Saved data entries
⁂

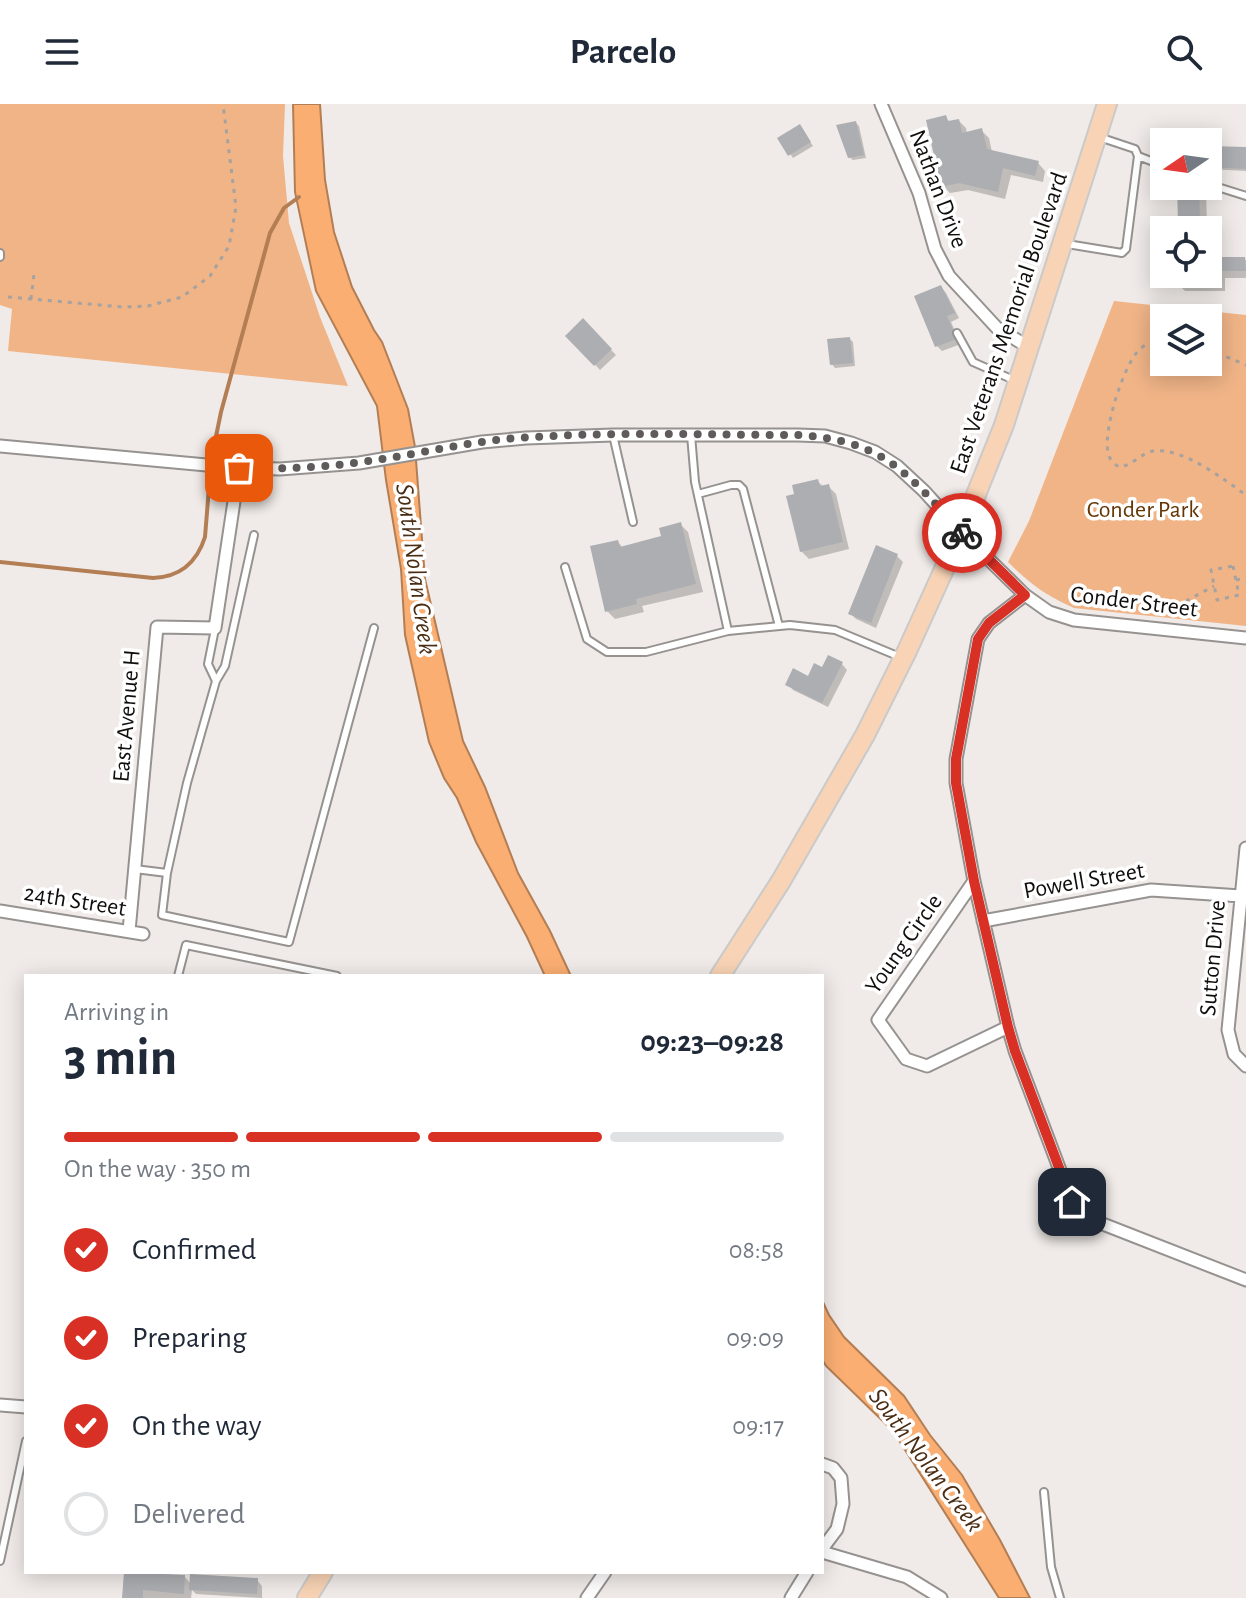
<!DOCTYPE html>
<meta charset="utf-8">
<style>
:root{--surface:#fff;--page:#f2f2f3;--text:#1f2937;--muted:#747a83;--line:#e0e1e3;--accent:#d93025}
body{margin:0;font-family:"Alegreya Sans",sans-serif;background:var(--page);color:var(--text);height:100vh;display:flex;flex-direction:column;font-size:30px;white-space:nowrap}
*{box-sizing:border-box;margin:0}
p{font-size:26px;color:var(--muted)}
.icon{flex:none;width:44px;height:44px;fill:none;stroke:currentColor;stroke-width:2;stroke-linecap:round;stroke-linejoin:round}
.map{position:relative;flex:1;overflow:hidden}
.details{position:absolute;left:24px;top:870px;width:800px;height:600px;display:flex;flex-direction:column;background:var(--surface);border-radius:0px;box-shadow:0 4px 20px #0003}
.details>*{flex:none}
.needle{width:52px;rotate:257deg}
.buttons{position:absolute;left:1150px;top:24px;display:grid;gap:16px}
.buttons a{display:grid;place-items:center;width:72px;height:72px;border-radius:0px;background:var(--surface);box-shadow:0 4px 20px #0003;font-size:40px}
.pin{position:absolute;display:grid;place-items:center;width:68px;height:68px;color:#fff;margin:-34px;border-radius:16px;box-shadow:0 4px 12px #0006}
.courier{position:absolute;display:grid;place-items:center;width:80px;height:80px;margin:-40px;border:6px solid #d93025;border-radius:50%;background:#fff;color:#222;box-shadow:0 2px 10px #0007}
.overview em{font-style:normal;font-weight:600}
.overview div{display:flex;flex-direction:column-reverse}
.overview{display:flex;align-items:center;justify-content:space-between;height:136px;padding:0 40px}
h1{font-size:52px;font-weight:600;line-height:60px}
.bar{display:grid;grid-template-columns:repeat(4,1fr);gap:12px 8px;align-content:center;height:96px;padding:0 40px}
.bar i{height:10px;border-radius:6px;background:var(--line)}
.bar .on{background:var(--accent)}
.bar p{grid-column:span 4}
ol{padding:0 40px;list-style:none}
li{display:flex;align-items:center;gap:24px;height:88px}
li p{margin-inline-start:auto}
li .icon{padding:8px;border-radius:50%;background:var(--accent);color:#fff;stroke-width:4}
li:last-child{color:var(--muted)}
li i{width:44px;height:44px;border:4px solid var(--line);border-radius:50%}
header{display:flex;justify-content:space-between;align-items:center;height:104px;padding:0 40px;background:var(--surface);font-size:36px;font-weight:600}
.map>svg:first-child{display:block}
.green{fill:#f0b487;fill-rule:evenodd}
.water{fill:#faae72;stroke:#b47e54;stroke-width:2}
.shadow{fill:#0003}
.lines{fill:none;stroke-linecap:round;stroke-linejoin:round}
.stream{stroke:#b47e54;stroke-width:4}
.building{fill:#acaeb2}
.service-casing{stroke:#969290;stroke-width:10}
.minor-casing{stroke:#969290;stroke-width:15}
.primary-casing{stroke:#cacaca;stroke-width:22}
.path{stroke:#a6a2a0;stroke-width:3;stroke-dasharray:4 6;stroke-linecap:butt}
.service{stroke:#fff;stroke-width:6}
.minor{stroke:#fff;stroke-width:11}
.primary{stroke:#f8d3b5;stroke-width:18}
.done{stroke:#5e5b5a;stroke-width:8;stroke-dasharray:0 14.4}
.route{stroke:#d93025;stroke-width:10}
.labels{text-anchor:middle;dominant-baseline:central;stroke-width:7;stroke-linejoin:round;paint-order:stroke}
.street-label{font-size:24px;fill:#100e0d;stroke:#fff}
.park-label{font-size:24px;fill:#653504;stroke:#fff}
.water-label{font-size:26px;font-style:italic;fill:#4b2d13;stroke:#fff}
</style>
<header><svg class="icon" aria-label="menu" viewBox="0 0 24 24"><path d="M4 6h16M4 12h16M4 18h16"/></svg>Parcelo<svg class="icon" aria-label="search" viewBox="0 0 24 24"><circle cx="10" cy="10" r="6"/><path d="M15 15l6 6"/></svg></header>
<div class="map">
<svg width="1246" height="1494" viewBox="0 0 1246 1494">
<rect width="100%" height="100%" fill="#f0ebe8"/>
<path class="green" d="M 0,0 L 285,0 L 283,52 L 289,119 L 320,213 L 348,282 L 8,247 L 12,205 L 0,201 Z
M 1114,197 L 1246,211 L 1246,522 L 1074,504 C 1045,491 1030,480 1008,458 L 1029,417 ZM 1164,214 L 1208,214 L 1208,258 L 1164,258 Z"/>
<path class="water" d="M 293,0 L 320,0 L 325,76 L 334,128 L 352,183 L 374,226 L 382,238 L 408,305 L 415,343 L 425,475 L 463,637 L 485,683 L 518,769 L 550,827 L 571,872 L 545,872 L 527,833 L 476,738 L 457,694 L 444,674 L 429,638 L 405,531 L 401,465 L 386,376 L 377,302 L 316,187 L 295,88 Z
M 822,1196 L 829,1211 L 844,1233 L 904,1292 L 930,1331 L 962,1371 L 1000,1436 L 1030,1494 L 999,1494 L 893,1327 L 826,1262 L 822,1255 Z"/>
<path class="shadow" d="M 946,14 L 951,19 L 959,17 L 966,24 L 967,30 L 982,27 L 989,34 L 992,48 L 1038,59 L 1045,67 L 1043,78 L 1011,71 L 1005,95 L 968,86 L 950,89 L 943,82 Z
M 856,19 L 859,22 L 866,54 L 853,56 L 849,53 Z
M 802,26 L 813,42 L 793,54 L 780,34 Z
M 1208,44 L 1246,45 L 1246,67 L 1208,65 Z
M 1179,82 L 1200,82 L 1206,88 L 1207,120 L 1213,120 L 1220,128 L 1221,155 L 1244,155 L 1246,156 L 1246,174 L 1225,174 L 1225,187 L 1185,187 L 1178,180 L 1177,170 L 1208,170 L 1208,126 L 1169,126 L 1180,122 Z
M 941,183 L 946,189 L 959,214 L 951,218 L 961,240 L 942,247 L 937,242 Z
M 583,217 L 616,251 L 600,266 L 568,232 Z
M 850,235 L 853,238 L 855,262 L 835,264 L 832,260 Z
M 817,377 L 824,383 L 828,382 L 836,390 L 849,445 L 809,455 L 801,447 Z
M 681,421 L 688,428 L 703,488 L 642,502 L 644,508 L 615,515 L 607,507 L 618,438 L 623,444 L 664,434 Z
M 877,444 L 897,452 L 903,458 L 876,524 L 856,515 L 851,510 Z
M 842,560 L 847,566 L 828,603 L 793,586 L 788,580 L 809,575 L 823,566 Z
M 125,1469 L 185,1473 L 191,1480 L 257,1476 L 262,1482 L 262,1494 L 196,1490 L 192,1486 L 191,1494 L 124,1494 Z"/>
<g class="lines">
<path class="stream" d="M 212,352 L 221,308 L 270,129 L 284,104 L 299,93
M 0,458 L 153,474 C 180,473 197,458 205,433 L 210,371"/>
</g>
<path class="building" d="M 946,11 L 948,17 L 959,15 L 962,29 L 982,24 L 987,45 L 1039,57 L 1035,72 L 1003,64 L 998,88 L 959,79 L 941,83 L 926,16 Z
M 856,17 L 864,51 L 848,54 L 836,21 Z
M 800,20 L 811,38 L 788,52 L 777,34 Z
M 1208,42 L 1246,43 L 1246,65 L 1208,63 Z
M 1177,82 L 1199,82 L 1200,118 L 1214,118 L 1215,153 L 1245,153 L 1246,167 L 1218,167 L 1218,180 L 1176,181 L 1175,170 L 1208,170 L 1208,126 L 1167,126 L 1167,120 L 1178,120 Z
M 941,181 L 955,209 L 947,212 L 957,235 L 935,243 L 914,192 Z
M 583,214 L 612,245 L 594,262 L 565,232 Z
M 850,233 L 853,259 L 830,261 L 827,235 Z
M 818,375 L 820,382 L 829,380 L 843,438 L 800,448 L 786,392 L 794,390 L 792,381 Z
M 681,418 L 696,480 L 636,495 L 637,500 L 605,508 L 590,442 L 618,436 L 620,443 L 661,432 L 659,424 Z
M 876,441 L 898,450 L 871,519 L 848,510 Z
M 828,551 L 843,558 L 822,599 L 785,581 L 793,564 L 808,572 L 814,559 L 822,563 Z
M 124,1468 L 185,1471 L 184,1490 L 143,1486 L 143,1494 L 122,1494 Z
M 190,1470 L 258,1474 L 257,1490 L 189,1486 Z"/>
<g class="lines">
<defs>
<path id="service" d="M 1138,52 L 1164,62
M 1208,80 L 1246,92
M 1067,140 L 1122,149 L 1126,145 L 1138,52 L 1135,45 L 1099,33
M 0,153 L 0,149
M 957,229 L 973,258 L 1016,277
M 613,331 L 633,418
M 698,390 L 731,381 L 739,381 L 743,385 L 779,522
M 565,463 L 587,535 L 607,548 L 646,548 L 728,527 L 695,378 L 691,331
M 728,527 L 790,521 L 835,526 L 900,553
M 216,577 L 225,562 L 254,431
M 135,765 L 167,769 L 162,811 L 289,838 L 374,524
M 167,769 L 187,679 L 216,577 L 208,560 L 215,525
M 178,872 L 186,841 L 337,872
M 1044,1388 L 1051,1463 L 1060,1494
M 0,1457 L 26,1337"/>
<path id="minor" d="M 881,0 L 919,89 L 935,145 L 949,172 L 997,224 L 1030,244
M 0,342 L 239,364 L 280,365 L 359,359 L 482,338 L 526,334 L 613,331 L 798,331 L 825,332 L 851,339 L 875,348 L 897,362 L 924,387 L 961,428 L 1025,491 L 1049,508 L 1074,516 L 1246,534
M 1025,491 L 989,519 L 978,535 L 956,655 L 956,679 L 974,777 L 1008,923 L 1015,947 L 1072,1098 L 1080,1108 L 1090,1115 L 1246,1176
M 1246,744 L 1228,926 L 1234,950 L 1246,962
M 974,777 L 878,916 L 906,955 L 927,962 L 1008,923
M 0,807 L 143,830
M 983,817 L 1151,786 L 1241,792
M 129,827 L 157,523 L 215,524 L 239,364
M 0,1301 L 26,1303
M 822,1360 L 833,1364 L 841,1374 L 843,1400 L 837,1425 L 822,1445
M 822,1448 L 907,1473 L 941,1494
M 587,1494 L 605,1468
M 791,1494 L 807,1468"/>
<path id="primary" d="M 720,872 L 781,777 L 865,631 L 907,547 L 961,428 L 1004,321 L 1107,0
M 307,1494 L 323,1468"/>
</defs>
<use href="#service" class="service-casing"/>
<use href="#minor" class="minor-casing"/>
<use href="#primary" class="primary-casing"/>
<path class="path" d="M 8,193 L 123,203 L 148,202 L 182,193 L 210,172 L 229,142 L 236,103 L 223,0
M 31,195 L 34,170
M 1164,238 C 1154,238 1148,238 1140,245 C 1124,259 1103,326 1108,348 C 1109,355 1113,359 1119,363 C 1132,362 1141,349 1153,347 C 1183,343 1223,375 1246,391
M 1208,245 L 1246,261
M 1233,462 L 1239,491 L 1217,496 L 1211,466 Z
M 1236,476 L 1246,474
M 1186,497 L 1214,482"/>
<use href="#service" class="service"/>
<use href="#minor" class="minor"/>
<use href="#primary" class="primary"/>
</g>
<g class="lines">
<path class="done" d="M 239,364 C 280,365 320,364 361,358 C 409,352 457,340 505,335 C 602,327 701,331 798,331 C 884,336 908,370 962,429"/>
<path class="route" d="M 962,429 L 1025,491 L 989,519 L 978,535 L 956,655 L 956,679 L 974,777 L 1008,923 L 1015,947 L 1072,1098"/>
</g>
<g class="labels">
<g class="street-label">
<text transform="translate(938 85) rotate(69)">Nathan Drive</text>
<text transform="translate(1009 219) rotate(-71)">East Veterans Memorial Boulevard</text>
<text transform="translate(1134 498) rotate(7)">Conder Street</text>
<text transform="translate(127 612) rotate(-85)">East Avenue H</text>
<text transform="translate(1084 777) rotate(-10)">Powell Street</text>
<text transform="translate(75 797) rotate(9)">24th Street</text>
<text transform="translate(904 840) rotate(-55)">Young Circle</text>
<text transform="translate(1213 854) rotate(-85)">Sutton Drive</text>
</g>
<g class="park-label">
<text x="1143" y="406">Conder Park</text>
</g>
<g class="water-label">
<text transform="translate(416 465) rotate(82)">South Nolan Creek</text>
<text transform="translate(926 1356) rotate(53)">South Nolan Creek</text>
</g>
</g>
</svg>
<div class="buttons">
<a><svg class="needle" viewBox="-14 -14 28 28"><path d="M0-13l5 13h-10z" fill="#e53935"/><path d="M0 13l5-13h-10z" fill="#747a83"/></svg></a>
<a><svg class="icon" aria-label="locate" viewBox="0 0 24 24"><circle cx="12" cy="12" r="6"/><path d="M12 2v4M12 18v4M2 12h4M18 12h4"/></svg></a>
<a><svg class="icon" aria-label="layers" viewBox="0 0 24 24"><path d="M12 4l9 5-9 5-9-5zM3 14l9 5 9-5"/></svg></a>
</div>
<div class="pin" style="left:239px;top:364px;background:#ea580c"><svg class="icon" aria-label="bag" viewBox="0 0 24 24"><path d="M5 8h14l-1 12H6zM9 8a3 3 0 0 1 6 0"/></svg></div>
<div class="pin" style="left:1072px;top:1098px;background:#1f2937"><svg class="icon" aria-label="home" viewBox="0 0 24 24"><path d="M3 11l9-7 9 7M6 9v11h12V9"/></svg></div>
<div class="courier" style="left:962px;top:429px"><svg class="icon" aria-label="bike" viewBox="0 0 24 24"><circle cx="6" cy="16" r="4"/><circle cx="18" cy="16" r="4"/><path d="M6 16l4-8h5l3 8M10 8l3 8H6M13 5h3"/></svg></div>
<section class="details">
<div class="overview"><div><h1>3 min</h1><p>Arriving in</p></div><em>09:23–09:28</em></div>
<div class="bar"><i class="on"></i><i class="on"></i><i class="on"></i><i></i><p>On the way · 350 m</p></div>
<ol>
<li><svg class="icon" aria-label="check" viewBox="0 0 24 24"><path d="M5 12l5 5 9-10"/></svg>Confirmed<p>08:58</p></li>
<li><svg class="icon" aria-label="check" viewBox="0 0 24 24"><path d="M5 12l5 5 9-10"/></svg>Preparing<p>09:09</p></li>
<li><svg class="icon" aria-label="check" viewBox="0 0 24 24"><path d="M5 12l5 5 9-10"/></svg>On the way<p>09:17</p></li>
<li><i></i>Delivered</li>
</ol>
</section>
</div>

⁂

▶ **Exercise description**:
A bare number is all that is asked for: the count of lines above that include "done".

▶ **Worked solution**:
2